Sağlık örgütlerinin uyarılarına rağmen "normalleşme" sürecinin başlatıldığını ve sonucunda vaka sayısında patlama yaşandığına değinen Selma, salgınla mücadele sırasında 391 sağlıkçının yaşamını yitirdiğini aktardı. Selma, ayrıca 200 bine yakın sağlıkçının da koronaya yakalandığını kaydetti.
‘Sağlıkçılar pandemide yoksullaştı’
Selma, salgın sürecinde sağlıkçılara yapılan ek ödemelere değinerek,"Hastane geliri üzerinden hesaplanarak tabandan ek ödemeler yapıldı. Hastanelerde hasta giriş ve çıkışı olmadığı için hastane gelirlerinden de çok ciddi düşüşler oldu. Bu nedenle sağlık emekçilerinin alacağı ek ödeme maalesef sıfırlandı. Başından beri ek ödemeyle performans sistemini kabul etmediğimizi ifade ediyorduk. Sağlık emekçileri bu hastalıkta en ön saflarda mücadele ederken bir yandan da yoksullukla mücadele etti. Sağlık emekçileri 7-24 çalışıyor ama karşılığı olan ücreti maalesef alamıyor. Pandemiyle birlikte sağlık emekçisi de yoksullaştı. Yoksulluk sınırının üstünde sağlık emekçisine net bir maaş talebimiz var” diye ifade etti.
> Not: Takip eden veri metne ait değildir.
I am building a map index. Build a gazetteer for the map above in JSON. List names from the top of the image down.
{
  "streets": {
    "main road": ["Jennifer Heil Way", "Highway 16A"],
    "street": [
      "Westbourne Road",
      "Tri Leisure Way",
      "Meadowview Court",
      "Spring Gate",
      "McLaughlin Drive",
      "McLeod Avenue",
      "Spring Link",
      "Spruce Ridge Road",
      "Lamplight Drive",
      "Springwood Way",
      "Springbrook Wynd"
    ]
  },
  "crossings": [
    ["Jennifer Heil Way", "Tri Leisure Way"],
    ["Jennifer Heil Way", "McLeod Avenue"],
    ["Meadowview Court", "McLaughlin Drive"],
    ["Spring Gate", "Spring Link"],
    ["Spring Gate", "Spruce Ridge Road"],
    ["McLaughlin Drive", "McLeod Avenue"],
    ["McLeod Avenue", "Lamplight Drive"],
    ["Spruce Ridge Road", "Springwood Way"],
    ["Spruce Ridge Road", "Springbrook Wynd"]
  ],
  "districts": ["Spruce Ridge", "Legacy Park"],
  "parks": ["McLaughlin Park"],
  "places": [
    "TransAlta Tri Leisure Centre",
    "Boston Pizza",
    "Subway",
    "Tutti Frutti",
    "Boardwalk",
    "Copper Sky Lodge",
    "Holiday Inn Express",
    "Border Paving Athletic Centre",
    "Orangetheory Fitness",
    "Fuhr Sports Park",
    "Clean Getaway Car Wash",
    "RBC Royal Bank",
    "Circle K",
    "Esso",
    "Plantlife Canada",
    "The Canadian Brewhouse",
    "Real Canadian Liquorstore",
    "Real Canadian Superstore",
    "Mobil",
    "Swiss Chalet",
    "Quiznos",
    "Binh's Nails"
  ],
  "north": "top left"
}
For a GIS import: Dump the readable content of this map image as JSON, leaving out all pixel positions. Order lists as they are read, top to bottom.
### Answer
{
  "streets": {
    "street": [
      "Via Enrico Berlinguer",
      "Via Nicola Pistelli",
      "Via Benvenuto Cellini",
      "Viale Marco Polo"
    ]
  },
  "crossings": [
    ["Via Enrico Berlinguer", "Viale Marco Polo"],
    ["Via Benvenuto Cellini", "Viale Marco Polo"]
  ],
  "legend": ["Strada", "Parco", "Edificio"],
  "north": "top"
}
‘Aşıya ulaşımda geç kalındı’
Aşının Türkiye’ye geç geldiğini hatırlatan Selma, iktidarın aşı konusunda noktasında yeteri çabayı göstermediğini, birinci aşıya ulaşamadan ikinci aşı tartışmalarının başladığına dikkati çekti. Selma, "Aralık ayında ‘aşı geliyor’ dendi ama bu yılan hikayesine döndü. Sağlık Bakanı başta 13 milyon aşıdan bahsetti. Ama sonra 1 buçuk milyon aşı geldi. Şu anda aşılar 60 yaş üzerine yapılmaya başlandı ve 60’ın altına da daha inmedi. Ortada aşı yok ama normalleşme dediğimiz bir süreç yaşanıyor. İnsanlar tekrar hastalanıyor. Bunun daha çok can yakacağını düşünüyoruz. Çünkü hastalık daha farklı bir evreye geçiş yaptı" diyerek uyarıda bulundu.
'Virüs üzerine düşeni yaptı'
Kentlerin aşı durumuna göre adımlar atılması gerektiğine vurgu yapan Selma, "1 Mart’ta bu düzlemde yapılacağına dair ilan yapılmıştı ama maalesef sonuç böyle olmadı. 15 gün hasta takibi yapılarak, yapılan aşıyı takip ederek ve kademeli olarak açılacağı söylendi. Pratikte bunların hiç birinin yaşanmadığını görüyoruz. Şu an illerin maviden ve sarıdan nasıl kırmızıya döndüğüne hep beraber tanıklık ediyoruz" diye kaydetti. Bu sürecin sağlıklı ilerletilebilmesi için toplumun ele ele vermesi gerektiğinin altını çizen Selma, sivil toplum örgütleri, sendikalar, sağlık ve meslek örgütleri ile "ortak masa" çalışması önerdi.
Selma, "Bir kente giriş-çıkış kararı verilecekse o masada verilmesi gerekiyor. Tam kapanma ya da 10 gün kapanacaksa yine o masada karar verilmeli. Aniden her taraf açıldı. Okullar, büyük ve küçük işletmeler anında açıldı. Hiçbir şekilde aşı göz önünde bulundurulmadı. Yani yapılmayan bir aşı, korunmayan bir halktan bahsediyoruz. Birden bire hızlıca bir temastan bahsediyoruz. Doğal olarak virüs de kendi üzerine düşeni yaptı ve birden bire o da harekete geçti. Bu hiç birimizin tasvip etmediği bir durum" ifadelerini kullandı.
'Hükümetin tavrı sağlıklı değil'
Hükümetin salgını ciddiye almayan tavrının sağlıklı bir durum olmadığını kaydeden Selma, sadece sermaye gruplarının önemsendiğini ve sağlıkçıların seslerinin kısılmaya çalışıldığını dile getirdi. Selma, son olarak şunları söyledi: "Emek ve meslek örgütleri ‘yanlış yönetiyorsun’ dediği anda önüne geçildi. Yapacağımız basın açıklamalarımız engellendi. ‘Bu yanlış ama önerimiz budur’ dediğimiz anda bize soruşturmalar açıldı. İktidar maalesef bu süreci böyle yürütmeye kararlı. Toplumsal örgütlenmeye ihtiyaç var. Açık ifade etmek gerekirse sağlık sistemi şu an insanlara sağlık sunan nitelikte değil. Son bir yılda sağlık ocaklarının yeniden açılması gerektiğini, aile hekimlerinin ve sağlık ocaklarının geliştirilmesi gerektiğini söyledik. Aslında koronavirüs bunu kabak gibi ortaya koydu.
Öncelikle anlayışımızı ve yaklaşımımızı değiştirmemiz gerekiyor. Bu kapitalizmin ürettiği hırstan sıyrılmamız gerekiyor. Ekolojik yıkımın ve doğa talanının bir an önce önüne geçmemiz gerekiyor. Ancak bu şekilde sağlıklı toplumlar, sağlıklı halklar, sağlıklı yaşam alanlarını örebiliriz.”